Re: pre-patch2.1.45-3 lookin' good

Linus Torvalds (
Sun, 13 Jul 1997 18:33:27 -0700 (PDT)

On Sun, 13 Jul 1997, Bill Hawes wrote:
> I guess my view is very "inode-centric", but I think the above approach
> would work well with waht we've got, and could be implemented to be 100%
> free of races.

You're probably right. However, we'd need to move to a dentry-centric
world-view eventually in any case: the current inode-based stuff doesn't
work too well if we want to get full advantage of the things that the
dentries offer us.

For example, thanks to the dentry model we should actually be able to do
loopback mounts with no extra cost. Loopback mounts are essentially "hard
linked directories", but with the added caveat that ".." for the
hardlinked directory points back _both_ ways (depending on how you got to
the point).

Loopback mounts used to be pretty much impossible to do before - I had
thought about it and the only way to do them reliably would be to
essentially alias all the inodes that you traverse in the looped back
mount. However, with dentries the loopback problem essentially goes away:
we don't need to alias the inode at all, and the dentry ".." following
automatically gives us what we want.

However, there is one ugly exception: "fchdir()". For fchdir() to work
correctly we must have the correct _dentry_ in the "struct file", not just
the inode - because if we have the inode in the struct file, then we
cannot distinguish between different loopback mounts..

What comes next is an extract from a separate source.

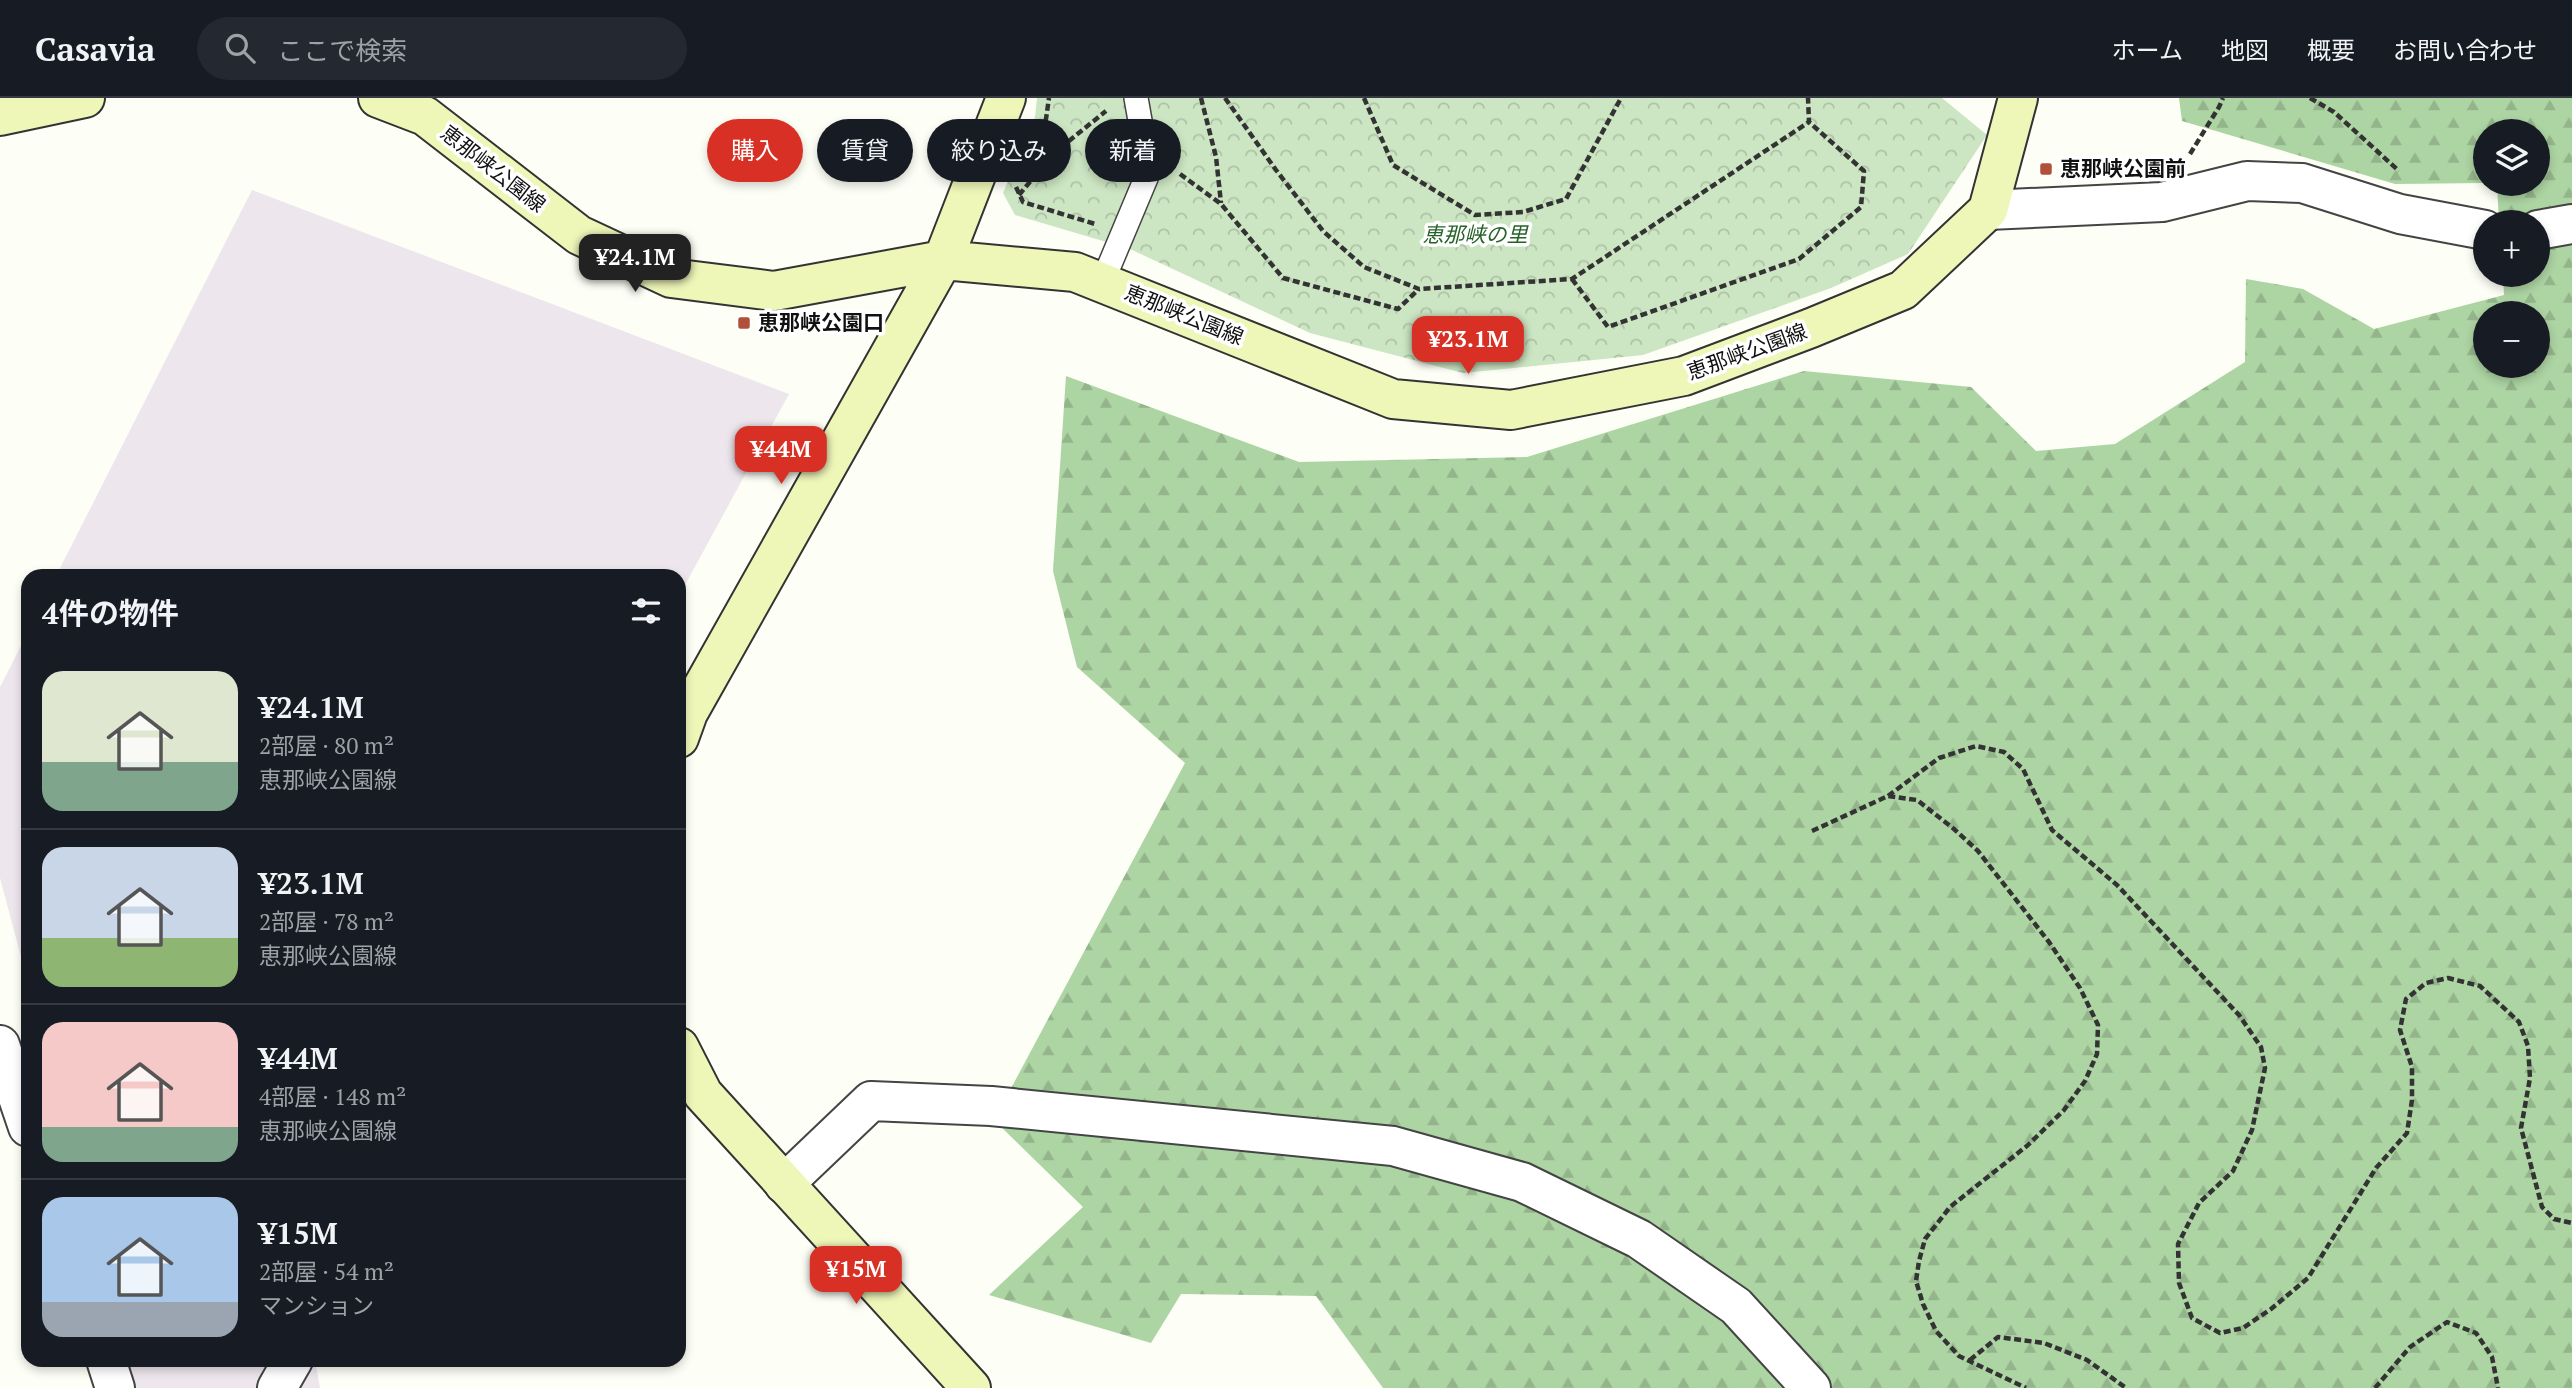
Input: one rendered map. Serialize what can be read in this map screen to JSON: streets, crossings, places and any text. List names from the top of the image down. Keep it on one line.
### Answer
{"streets":{"main road":["恵那峡公園線"]},"parks":["恵那峡の里"],"places":{"transit":["恵那峡公園前","恵那峡公園口"]},"page":{"header":"Casavia","search":"ここで検索","nav":["ホーム","地図","概要","お問い合わせ"],"map_buttons":["+","−"],"chip":["購入","賃貸","絞り込み","新着"],"price":["¥24.1M","¥23.1M","¥44M","¥15M"],"heading":"4件の物件","list":[{"name":"¥24.1M","note":"2部屋 · 80 m² · 恵那峡公園線"},{"name":"¥23.1M","note":"2部屋 · 78 m² · 恵那峡公園線"},{"name":"¥44M","note":"4部屋 · 148 m² · 恵那峡公園線"},{"name":"¥15M","note":"2部屋 · 54 m² · マンション"}]}}
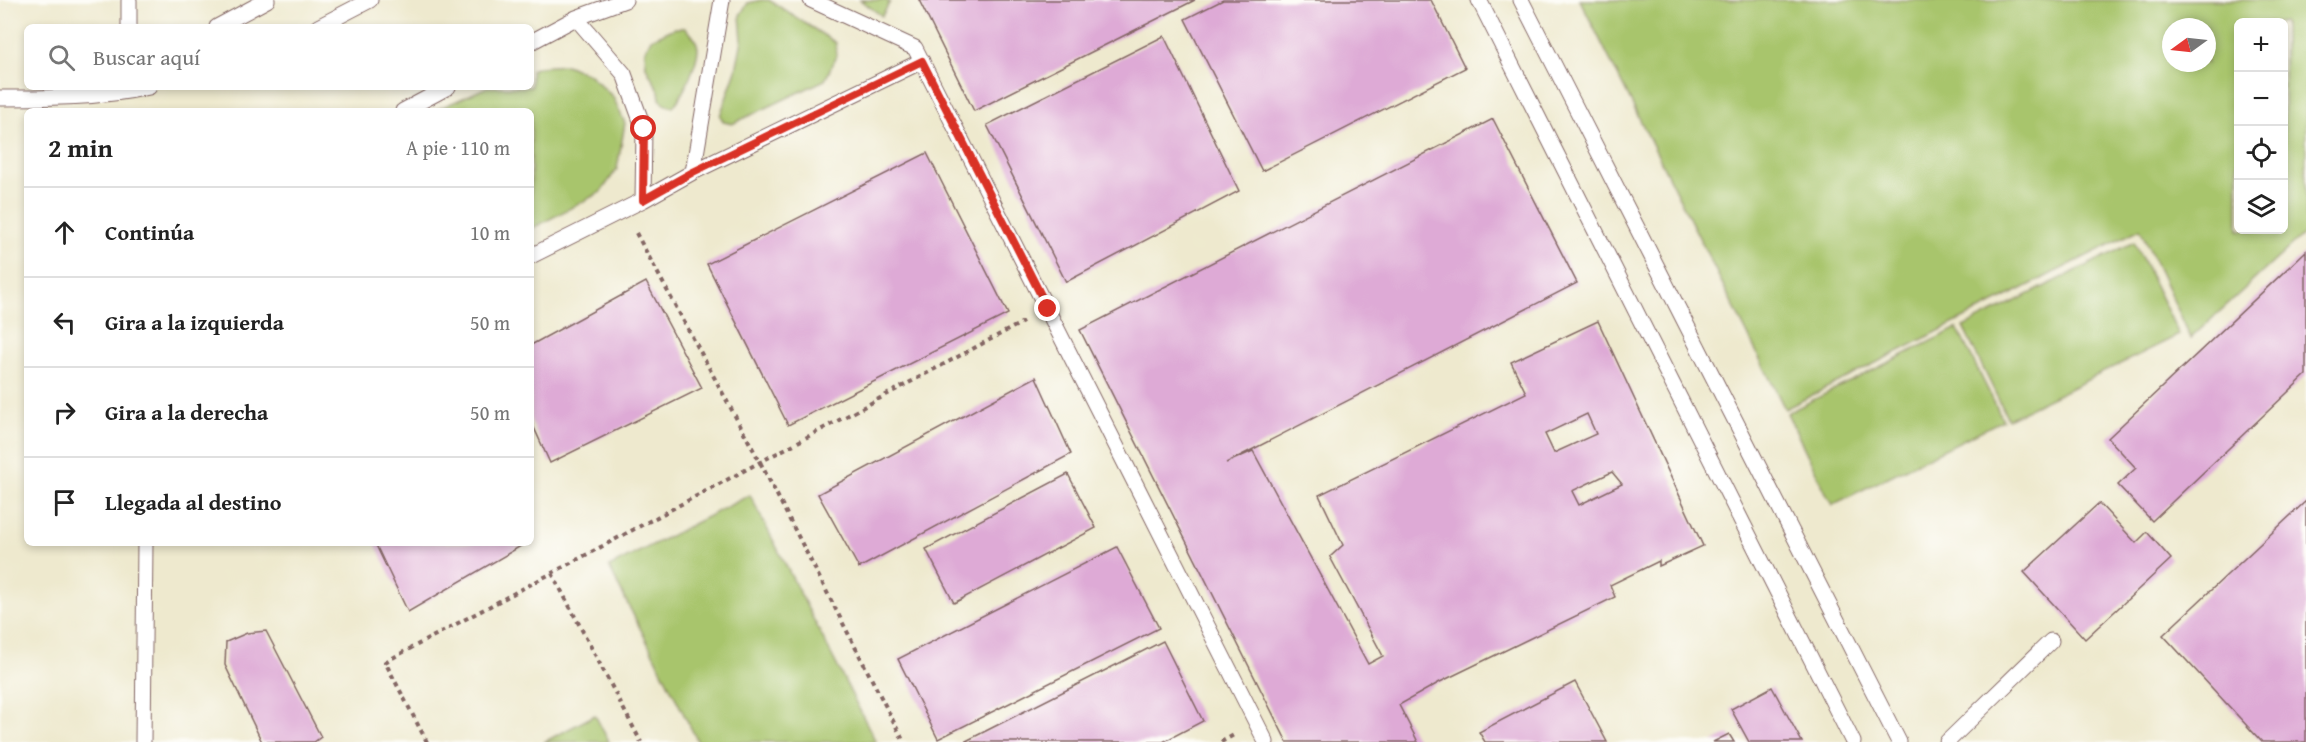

Also, as the dentries give us full pathname information, we're going to
start using it. But if we want to get the path-name of any open file in
the filesystem we again need the _dentry_ to the file, not the inode,
because otherwise we cannot distinguish between two pathnames that share
the same inode (normal hard links).

The full path name information is very cool: we can do a "getcwd()" system
call that is going to be a few orders of magnitude faster than the
traditional way of doing "getcwd()".